Extracted records:
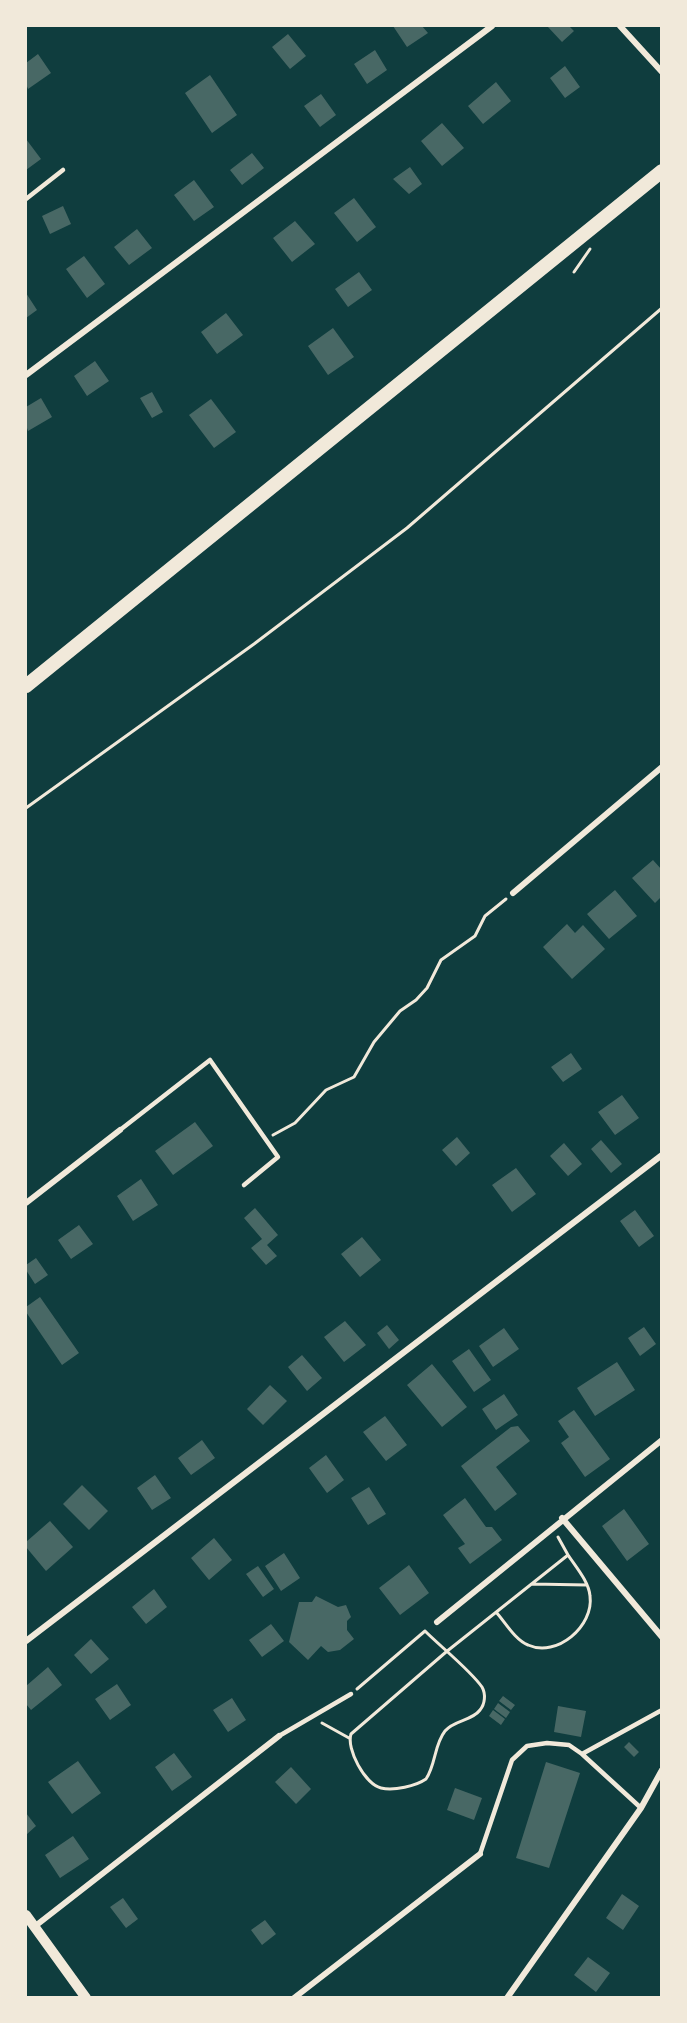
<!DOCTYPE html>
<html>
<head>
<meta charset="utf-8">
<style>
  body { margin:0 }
  #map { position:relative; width:687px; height:2023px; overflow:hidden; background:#0f3d3e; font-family:Overpass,sans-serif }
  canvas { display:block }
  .frame { position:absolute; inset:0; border:27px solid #f1e9da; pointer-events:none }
</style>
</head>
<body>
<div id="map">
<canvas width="687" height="2023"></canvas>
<div class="frame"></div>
</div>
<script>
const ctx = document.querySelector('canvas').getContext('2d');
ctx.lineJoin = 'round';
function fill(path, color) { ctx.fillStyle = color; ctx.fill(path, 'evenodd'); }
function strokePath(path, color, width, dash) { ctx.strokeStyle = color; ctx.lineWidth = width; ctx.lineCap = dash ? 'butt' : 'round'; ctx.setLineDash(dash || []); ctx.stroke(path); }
const building = new Path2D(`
  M393,26H422L428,33L407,47Z
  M547,26H569L574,31L562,42Z
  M288,34L306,56L290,69L272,47Z
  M375,50L387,70L367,84L354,64Z
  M38,54L51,73L28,89L26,84V63Z
  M565,66L580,87L565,98L550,78Z
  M210,75L237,115L212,133L185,93Z
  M496,82L511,101L483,124L468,106Z
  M321,94L336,115L320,127L304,106Z
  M442,123L464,148L442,166L421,141Z
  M26,139L41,159L26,170Z
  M252,153L264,168L242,185L230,170Z
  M410,167L422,184L409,194L393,179Z
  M194,180L214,207L194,221L174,195Z
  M354,198L376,227L357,242L334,213Z
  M63,206L71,224L50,234L42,216Z
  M295,221L315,244L292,262L273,238Z
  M137,229L152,248L129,265L114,247Z
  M84,256L105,284L87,298L66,269Z
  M359,272L372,290L348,307L335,289Z
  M26,293L37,310L26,318Z
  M226,313L243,335L217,354L201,332Z
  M333,328L354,357L328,375L308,346Z
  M95,361L109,381L87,396L74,376Z
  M152,392L163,412L152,418L140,398Z
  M41,398L52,417L28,431L26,425V407Z
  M211,399L236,432L214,448L189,415Z
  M653,860L662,870V896L655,903L632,878Z
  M615,890L637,916L609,939L587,914Z
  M567,924L575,933L583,925L605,949L572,979L543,947Z
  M571,1053L582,1069L563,1082L551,1067Z
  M622,1095L639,1118L615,1135L598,1112Z
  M195,1122L213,1146L173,1175L155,1151Z
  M457,1137L470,1153L456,1166L442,1150Z
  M601,1140L622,1164L611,1173L591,1149Z
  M564,1143L582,1164L568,1176L550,1156Z
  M516,1168L536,1194L512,1212L492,1185Z
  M141,1179L158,1205L133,1221L117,1196Z
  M255,1208L278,1235L267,1245L277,1256L266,1265L251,1248L262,1239L244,1218Z
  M635,1210L654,1236L639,1247L620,1221Z
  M79,1225L93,1244L71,1259L58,1240Z
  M362,1237L381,1260L360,1277L341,1254Z
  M36,1258L48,1275L35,1284L26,1270V1265Z
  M40,1297L79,1353L62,1365L26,1312V1307Z
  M345,1321L366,1345L344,1362L324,1337Z
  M387,1325L399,1340L389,1349L377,1333Z
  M644,1327L656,1344L640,1356L628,1338Z
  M504,1328L519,1349L493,1367L479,1346Z
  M469,1349L491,1380L474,1392L452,1361Z
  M302,1355L322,1378L307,1391L288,1367Z
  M617,1362L635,1390L595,1416L577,1388Z
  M432,1364L467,1407L442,1427L407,1385Z
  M270,1385L287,1401L263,1425L247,1409Z
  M504,1394L518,1415L496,1430L482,1409Z
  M574,1410L610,1459L585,1477L561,1443L569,1437L558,1421Z
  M385,1416L407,1445L386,1461L363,1432Z
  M518,1426L530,1441L496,1467L517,1494L495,1511L461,1466L511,1427Z
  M202,1440L215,1458L191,1475L178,1458Z
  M326,1455L344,1480L327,1493L309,1468Z
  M155,1475L171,1498L152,1510L137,1488Z
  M82,1485L108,1511L89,1530L63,1504Z
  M369,1487L386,1514L368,1525L351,1498Z
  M465,1498L486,1527H492L502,1540L470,1564L458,1548L465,1544L443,1515Z
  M624,1509L649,1544L627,1561L602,1526Z
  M50,1521L73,1547L46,1571L26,1547V1542Z
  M214,1538L232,1560L209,1580L191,1558Z
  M284,1553L300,1578L281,1591L265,1566Z
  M409,1565L429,1593L400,1615L379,1588Z
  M258,1566L274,1589L263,1597L246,1574Z
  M154,1589L167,1607L146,1624L132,1607Z
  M316,1596L338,1607L346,1605L351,1617L347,1621V1630L354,1639L340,1650L328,1652L321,1646L308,1660L289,1642L299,1602H312Z
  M271,1624L284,1641L262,1657L249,1640Z
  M91,1639L109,1659L91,1674L74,1655Z
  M48,1667L62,1685L31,1710L26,1704V1686Z
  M117,1684L131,1705L110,1720L95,1699Z
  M503,1696L515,1705L511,1710L499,1701Z
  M232,1698L246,1720L228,1732L213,1710Z
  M498,1703L510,1712L506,1718L494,1709Z
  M558,1706L586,1711L581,1737L554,1732Z
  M493,1710L505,1719L501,1725L489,1716Z
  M629,1742L639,1752L634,1757L624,1747Z
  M174,1753L192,1777L172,1791L155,1767Z
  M78,1761L101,1793L72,1814L48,1782Z
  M546,1762L580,1773L549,1868L516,1858Z
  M291,1767L311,1789L296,1804L275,1782Z
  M455,1788L482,1798L474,1820L447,1810Z
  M26,1813L36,1826L26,1835Z
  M73,1836L89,1859L60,1878L45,1855Z
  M622,1894L639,1906L623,1930L606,1918Z
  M123,1898L138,1919L126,1928L110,1907Z
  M265,1920L276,1934L262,1945L251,1930Z
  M588,1957L610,1973L596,1992L574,1975Z`);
const path = new Path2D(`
  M574,272L590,249
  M26,808L254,644L407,528L662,308
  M273,1135L295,1123L326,1090L354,1077L374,1042L400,1011L416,1000L427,988L441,960L475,936L485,916L506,899
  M532,1584L587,1585
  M496,1612C505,1622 515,1640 528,1645C557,1658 594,1626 590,1596C589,1582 576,1567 568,1555
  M425,1631C441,1647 470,1670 482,1687C486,1694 485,1704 480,1710C472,1721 454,1720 445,1731C434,1745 436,1764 426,1779C416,1786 394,1791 381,1788C365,1784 346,1749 351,1734L446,1652L568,1555L558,1537
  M357,1689L425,1631
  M322,1723L349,1738`);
const service = new Path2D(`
  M26,199L63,170
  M120,1130L210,1060L278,1157L244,1185
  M279,1736L351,1694
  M582,1754L641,1808
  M480,1854L512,1760L527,1746L547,1743L569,1745L582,1754L662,1710`);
const minor = new Path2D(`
  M620,26L662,72
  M26,375L492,26
  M513,893L662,767
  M26,1203L120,1130
  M562,1518L662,1637
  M437,1622L662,1440
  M26,1641L662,1155
  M34,1927L279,1736
  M294,1998L480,1854
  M507,1998L641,1808L662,1770`);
const tertiary = new Path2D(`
  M26,1915L86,1998`);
const primary = new Path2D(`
  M26,686L662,171`);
fill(building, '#486865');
strokePath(path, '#f1e9da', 3);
strokePath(service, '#f1e9da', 4.5);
strokePath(minor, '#f1e9da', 6);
strokePath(tertiary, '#f1e9da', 10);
strokePath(primary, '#f1e9da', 14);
</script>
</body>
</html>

* Directions for this task
Respond with only the number of lines in the records that include the word "canvas".

* Answer
3